Livable City: Extra Parking for Car-Share Could Be Abused

Update 3/5/13: This bill was finally approved by the Board of Supervisors.

Developers would be allowed to skirt limits on car parking if they devote the extra spaces to car-sharing, under a proposal approved unanimously by the SF Planning Commission yesterday. The bill [PDF], which advocates warn could be abused as a loophole to expand private parking, would apply to residential and commercial buildings. The legislation must still be approved by the Board of Supervisors.

Even as demand grows, car-share parking spots are disappearing as gas stations and parking lots are redeveloped. A proposal would allow developers to exceed parking maximums to add car-share spots, but advocates say it could be abused to expand private parking. Photo: City CarShare/Twitter

Under the proposal, developers who want to build the maximum number of private parking spots permitted by the planning code but aren’t willing to devote any of those spots to car-share would be allowed to add up to five extra car-share spots in a building of 50 residential units or less. For buildings larger than that, which are required to provide at least one car-share space, up to eight could be added. To be eligible for the exemption, a developer cannot apply for a conditional use permit to exceed the maximum allowance for private parking, according to Andres Power, an aide to Supervisor Scott Wiener, who introduced the proposal.

Advocates say that letting developers exceed parking maximums undermines the purported spirit of the bill. “Car-share is meant to reduce demand for residential parking, so car-share spaces ought not be over and above the maximum number of residential spaces,” said Livable City Executive Director Tom Radulovich. “Using car-share to justify excess parking is cynical greenwash, and nothing more.”

Proponents argue that the bill would make it easier for car-share companies to provide spots evenly distributed near residences, which is becoming increasingly difficult as sites like parking lots and gas stations, where many car-share spots are located, are redeveloped for housing and other uses.

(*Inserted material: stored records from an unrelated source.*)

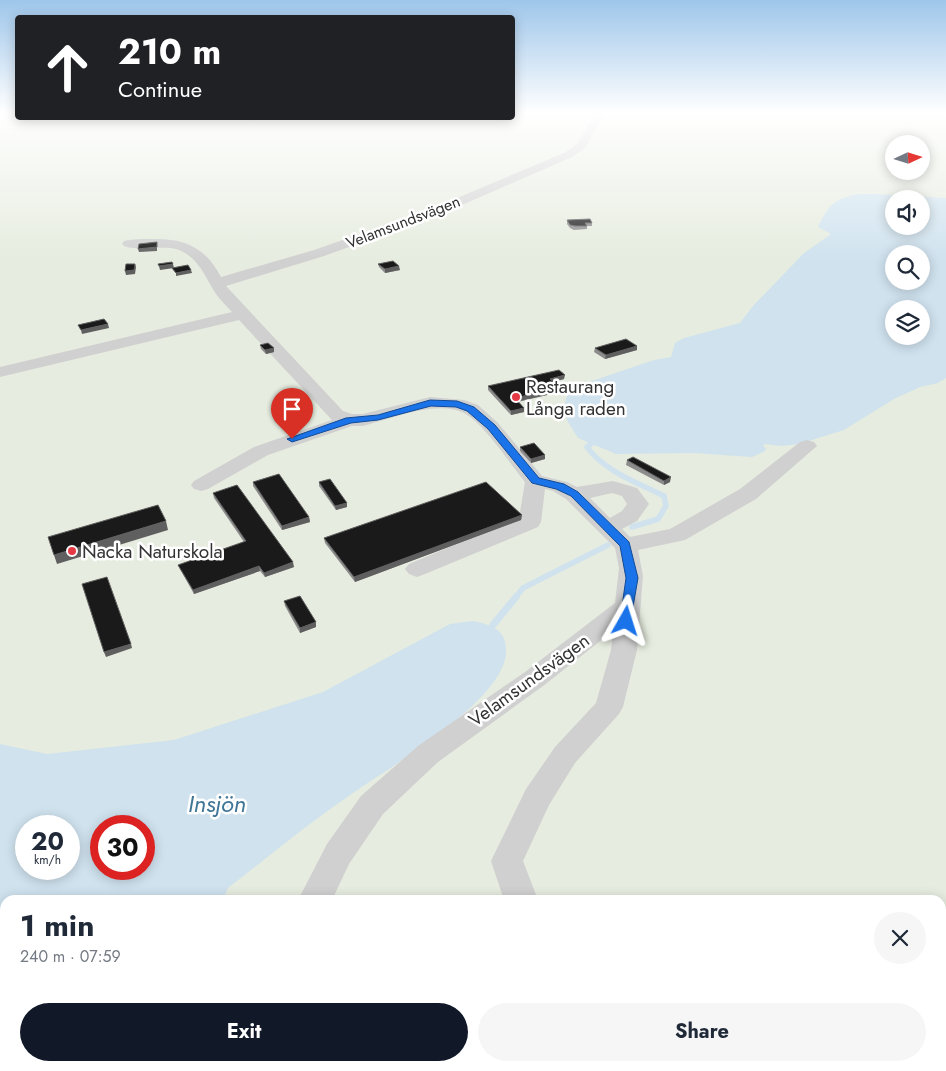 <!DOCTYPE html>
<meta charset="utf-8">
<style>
:root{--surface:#fff;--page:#f6f6f7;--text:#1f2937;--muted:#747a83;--accent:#111827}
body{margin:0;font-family:Jost,sans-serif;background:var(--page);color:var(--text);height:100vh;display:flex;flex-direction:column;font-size:19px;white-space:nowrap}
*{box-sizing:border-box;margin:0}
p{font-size:16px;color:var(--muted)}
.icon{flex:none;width:28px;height:28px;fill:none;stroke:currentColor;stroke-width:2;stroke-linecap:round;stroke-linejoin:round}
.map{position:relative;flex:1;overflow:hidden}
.sheet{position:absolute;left:0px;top:895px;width:946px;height:176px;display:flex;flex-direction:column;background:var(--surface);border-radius:15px 15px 0 0;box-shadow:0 2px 12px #0003}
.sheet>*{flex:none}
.top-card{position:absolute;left:15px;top:15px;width:500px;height:105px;border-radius:5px;box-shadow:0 2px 12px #0003;background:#202124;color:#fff;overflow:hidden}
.needle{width:32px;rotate:86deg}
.controls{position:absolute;left:885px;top:135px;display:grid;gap:10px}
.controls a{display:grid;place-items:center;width:45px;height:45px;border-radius:50%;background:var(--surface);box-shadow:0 2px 12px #0003;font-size:25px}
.speed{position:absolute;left:15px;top:815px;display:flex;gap:10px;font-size:25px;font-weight:700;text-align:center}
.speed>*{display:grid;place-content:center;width:65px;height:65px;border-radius:50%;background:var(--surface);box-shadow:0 2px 12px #0003;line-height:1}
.speed small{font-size:12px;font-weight:400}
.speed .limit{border:8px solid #d22;background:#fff;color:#111}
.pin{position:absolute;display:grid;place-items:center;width:42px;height:42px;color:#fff;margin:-51px -21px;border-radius:50% 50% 50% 0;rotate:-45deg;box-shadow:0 0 5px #0007}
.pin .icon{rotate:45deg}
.me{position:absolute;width:55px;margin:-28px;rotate:6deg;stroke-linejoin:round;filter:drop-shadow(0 0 4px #0008)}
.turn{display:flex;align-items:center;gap:18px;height:105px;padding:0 20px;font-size:22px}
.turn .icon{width:65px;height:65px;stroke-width:2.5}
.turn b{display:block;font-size:35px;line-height:42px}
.round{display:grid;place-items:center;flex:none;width:52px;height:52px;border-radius:26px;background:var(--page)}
.head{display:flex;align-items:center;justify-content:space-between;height:85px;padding:0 20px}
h1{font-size:30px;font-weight:700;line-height:38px}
.primary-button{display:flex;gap:10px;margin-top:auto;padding:10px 20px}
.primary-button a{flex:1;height:58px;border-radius:30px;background:var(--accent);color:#fff;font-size:20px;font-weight:700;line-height:58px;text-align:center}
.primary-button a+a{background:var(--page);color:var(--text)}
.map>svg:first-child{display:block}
.green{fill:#e6ecdf;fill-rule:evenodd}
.water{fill:#cfe2ee;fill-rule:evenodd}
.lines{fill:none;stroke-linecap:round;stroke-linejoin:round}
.stream-far1{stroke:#cfe2ee;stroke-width:5.5}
.stream{stroke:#cfe2ee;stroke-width:7}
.minor{fill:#d0d0d0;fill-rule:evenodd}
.wall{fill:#8c8c8c}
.shaded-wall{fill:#5f5f5f}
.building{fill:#1a1a1a;stroke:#5f5f5f}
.route{fill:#1a73e8;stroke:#114b97}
.poi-dot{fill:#e63946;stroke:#fff;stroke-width:2}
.labels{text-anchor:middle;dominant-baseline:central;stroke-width:5;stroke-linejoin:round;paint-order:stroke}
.far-street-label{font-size:16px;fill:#333;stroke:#fff}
.poi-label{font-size:19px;fill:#333;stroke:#fff;text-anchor:start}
.street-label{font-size:19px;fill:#333;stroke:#fff}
.near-water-label{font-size:24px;font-style:italic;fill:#3f7597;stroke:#fff}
</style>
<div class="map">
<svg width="946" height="1071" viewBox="0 0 946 1071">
<rect width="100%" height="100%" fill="#fff"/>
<path class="green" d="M0 112H17L18 118H512L513 112H946V1071H0ZM894 144H921V171H894ZM894 199H921V226H894ZM894 254H921V281H894ZM894 309H921V336H894ZM26 826H69V869H26ZM101 826H144V869H101ZM5 900H941V1066H5Z"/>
<path class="water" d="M858 194H877L946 198V378L938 383 920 387 894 399 844 430 799 444 781 446 765 444 763 446 766 448 765 451 752 457 694 453 616 454 578 438 568 422 563 409 567 396 586 383 654 360 671 357 675 343 684 338 740 323 753 306 804 253 831 234 818 227C829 205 833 199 858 194ZM894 199H921V226H894ZM894 254H921V281H894ZM894 309H921V336H894Z
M473 621C491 625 506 629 506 650 508 700 384 770 346 798 305 826 267 858 228 888L223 900H5V1066H160L158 1071H0V744L47 754 174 740 323 692 450 624ZM26 826H69V869H26ZM101 826H144V869H101Z"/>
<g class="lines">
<path class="stream-far1" d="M592 443 587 447C604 471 638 483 664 496L666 506 658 519 632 527
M515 598 523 588 608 545"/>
<path class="stream" d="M493 625 516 597"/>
<path class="minor" d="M596 112H606L585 148 572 157 439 215 324 256 226 286 343 411 352 414H363L430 397 464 400 478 405 498 423 542 476 567 482 577 487 613 481 637 488 649 504 637 521 622 529 630 537 670 529 740 489 800 442 807 440 814 442 817 446 756 499 685 540 638 550 643 576 637 650 623 707 619 714 575 763 549 805 523 861 538 900H504L491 861 526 789 555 747 596 703 611 650 613 631 543 686 438 762 383 814 349 864 332 900H298L327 844 361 796 418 746 525 672 615 603 619 568 615 548 566 499 553 491 545 489 541 522 538 527 425 574 417 577 409 574 405 569 409 564 519 518 525 482C509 462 484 424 464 413 439 399 389 419 363 426H352L268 455 208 489 201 491 194 489 191 485 194 481 254 447 332 420 239 320 0 377V367L232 312C227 306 221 301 216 294 205 277 199 258 179 250 166 244 129 253 122 244L124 241C133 239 142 239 151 239 185 238 205 247 221 277L314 250 431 209 564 153 577 144ZM612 493 622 496 627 504 622 511 610 518 590 498Z
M566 1066H604L603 1071H565Z"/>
</g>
<path class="wall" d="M567 220 592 223V226H587V229L574 230 570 228 567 224Z
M378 264 400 270 385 273 379 267Z
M260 345 274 348V352L266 354 261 349Z
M595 348 637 350 605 359 594 352Z
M564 379 554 382 560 388V392L518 402 524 408V412L511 415 488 390V386Z
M520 447 545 459 531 463 520 451Z
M627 460 670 482 664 485 626 465Z
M253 482 309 517 310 522 282 530 253 486Z
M319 482 347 507 336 510 319 486Z
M213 493 294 567 265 577 260 571 194 594 180 569 178 565 244 542 214 498Z
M522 515 521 520 355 582 325 543 324 538Z
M284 601 316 627 300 633 285 606Z"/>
<path class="shaded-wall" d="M157 242V251L139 252 138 249Z
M135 264 136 267 135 274 126 275 125 271Z
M173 264 174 268 160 270 159 266Z
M399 266 400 270 385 273V269Z
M191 270 192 273 176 276V273Z
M108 324 109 328 82 334 81 330Z
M637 346V350L605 359 606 355Z
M274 348V352L266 354 265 350Z
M565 375 564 379 550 383V379Z
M560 388V392L515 402V398Z
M524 408V412L511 415V411Z
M545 455V459L531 463V459Z
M671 477 670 482 664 485V481Z
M347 503V507L336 510 335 506Z
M522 515 521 520 355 582 354 577Z
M309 517 310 522 282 530V526Z
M166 521 168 530 57 564 54 555Z
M293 562 294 567 265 577 264 573Z
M259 566 260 571 194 594 193 590Z
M316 622V627L300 633V628Z
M131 644 132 648 106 657 104 652Z"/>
<path class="building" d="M590 219 592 223H585L587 226H575L570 225 567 220Z
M157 242V247L138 249 139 244Z
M393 261 399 266 385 269 378 264Z
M172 262 173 264 159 266 158 264Z
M126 264H135L134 270 125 271Z
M188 265 191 270 176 273 172 268Z
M104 319 108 324 81 330 78 325Z
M626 339 637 346 606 355 595 348Z
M268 343 274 348 265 350 260 345Z
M559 370 565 375 550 379 560 388 515 398 524 408 511 411 488 386Z
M534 443 545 455 531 459 520 447Z
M633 457 671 477 664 481 627 460Z
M279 474 309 517 282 526 253 482Z
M330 479 347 503 335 506 319 482Z
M486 482 522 515 354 577 324 538Z
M237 485 293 562 264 573 259 566 193 590 178 565 246 541 213 493Z
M158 505 166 521 54 555 48 537Z
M107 577 131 644 104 652 82 584Z
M300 596 316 622 300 628 284 601Z"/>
<linearGradient id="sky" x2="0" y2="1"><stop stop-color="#9ec6ea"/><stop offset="0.43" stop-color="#fff"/><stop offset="1" stop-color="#fff" stop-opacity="0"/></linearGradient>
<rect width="946" height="262" fill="url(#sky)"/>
<path class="route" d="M430 400 457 401 474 407 495 425 539 478 564 484 578 492 629 542 638 578 630 624 626 625 620 621 626 578 620 546 571 496 556 489 532 483 488 429 467 411 456 407 431 406 378 420 351 423 292 442 287 439 346 418 378 415Z"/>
<g class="poi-dot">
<circle cx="516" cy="397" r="5"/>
<circle cx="72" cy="551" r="5"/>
</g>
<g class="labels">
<g class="far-street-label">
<text transform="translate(403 222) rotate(-21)">Velamsundsvägen</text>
</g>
<g class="poi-label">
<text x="526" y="386">Restaurang<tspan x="526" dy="22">Långa raden</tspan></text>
<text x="82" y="551">Nacka Naturskola</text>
</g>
<g class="street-label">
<text transform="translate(529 680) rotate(-36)">Velamsundsvägen</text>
</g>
<g class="near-water-label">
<text x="217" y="803">Insjön</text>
</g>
</g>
</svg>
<div class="controls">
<a><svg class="needle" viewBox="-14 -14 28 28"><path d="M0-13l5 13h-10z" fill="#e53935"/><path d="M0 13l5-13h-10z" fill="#747a83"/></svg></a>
<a><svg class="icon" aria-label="sound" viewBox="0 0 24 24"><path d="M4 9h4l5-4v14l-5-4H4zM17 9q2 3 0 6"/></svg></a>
<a><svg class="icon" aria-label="search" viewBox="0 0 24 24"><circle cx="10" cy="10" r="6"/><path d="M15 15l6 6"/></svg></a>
<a><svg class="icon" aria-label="layers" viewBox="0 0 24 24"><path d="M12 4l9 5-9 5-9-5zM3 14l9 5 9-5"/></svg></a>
</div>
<div class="speed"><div>20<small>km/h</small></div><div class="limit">30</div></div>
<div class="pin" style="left:292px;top:439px;background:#d93025"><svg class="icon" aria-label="arrive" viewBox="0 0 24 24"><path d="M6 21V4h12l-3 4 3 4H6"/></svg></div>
<svg class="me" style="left:626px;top:621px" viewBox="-20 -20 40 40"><path d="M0-17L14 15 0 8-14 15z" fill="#1a73e8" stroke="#fff" stroke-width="4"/></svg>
<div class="top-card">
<div class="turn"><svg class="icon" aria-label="ahead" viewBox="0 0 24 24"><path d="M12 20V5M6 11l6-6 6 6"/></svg><div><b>210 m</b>Continue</div></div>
</div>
<section class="sheet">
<div class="head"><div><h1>1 min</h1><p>240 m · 07:59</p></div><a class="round"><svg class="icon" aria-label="close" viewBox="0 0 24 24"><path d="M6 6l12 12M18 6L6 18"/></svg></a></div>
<div class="primary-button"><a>Exit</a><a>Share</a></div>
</section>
</div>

Power cited studies showing that, on average, every available car-share vehicle replaces eight to ten privately-owned cars while encouraging the use of transit, walking, and biking. Essentially, he argued, car ownership would be more effectively reduced if developers build extra spaces for car-share than no car-share spaces at all.

“We want to make not having a car as easy as possible,” said Power. “While we want to encourage access to car-share, the planning code doesn’t always do this. Currently, if a developer wants to include car-share spots in their projects, these car-share spots are treated in the same way as private vehicle parking spots are when counting towards parking maximums. This is not an incentive for including car-share.”

If a car-share company abandons a spot, Power said, the proposal prohibits that spot from being converted to private parking, though it can be converted to bike parking. However, advocacy organizations including Livable City and the Sierra Club say building owners could abuse the allowance without proper enforcement, and argue that any new car-share spaces should replace private parking spaces. A better solution, they said, would be to convert more on-street parking for car-share, which the SF Municipal Transportation Agency is planning to do.

In response to those concerns, the legislation was tweaked to prevent abuse, with a new requirement for signage that includes a phone number for residents to direct complaints, Power said. Wiener is also considering introducing another proposal that would allow the SFMTA to enforce the requirement, he added, which is currently done by the Planning Department only in response to complaints.

The proposal saw broad support from Planning Commissioners, though for different reasons. Commissioner Michael Antonini saw it as a way to preserve private parking, while Commissioner Gwyneth Borden said it would provide car-share companies a way to meet growing demand, which could lead to the construction of less parking down the road. “I think as we see more people using car-share in the future, there’ll be more developers who will decide they don’t need to provide as much parking because they can see that car-share is really viable,” she said.

The proposal is expected next to head to a committee of the Board of Supervisors before being approved by the full board.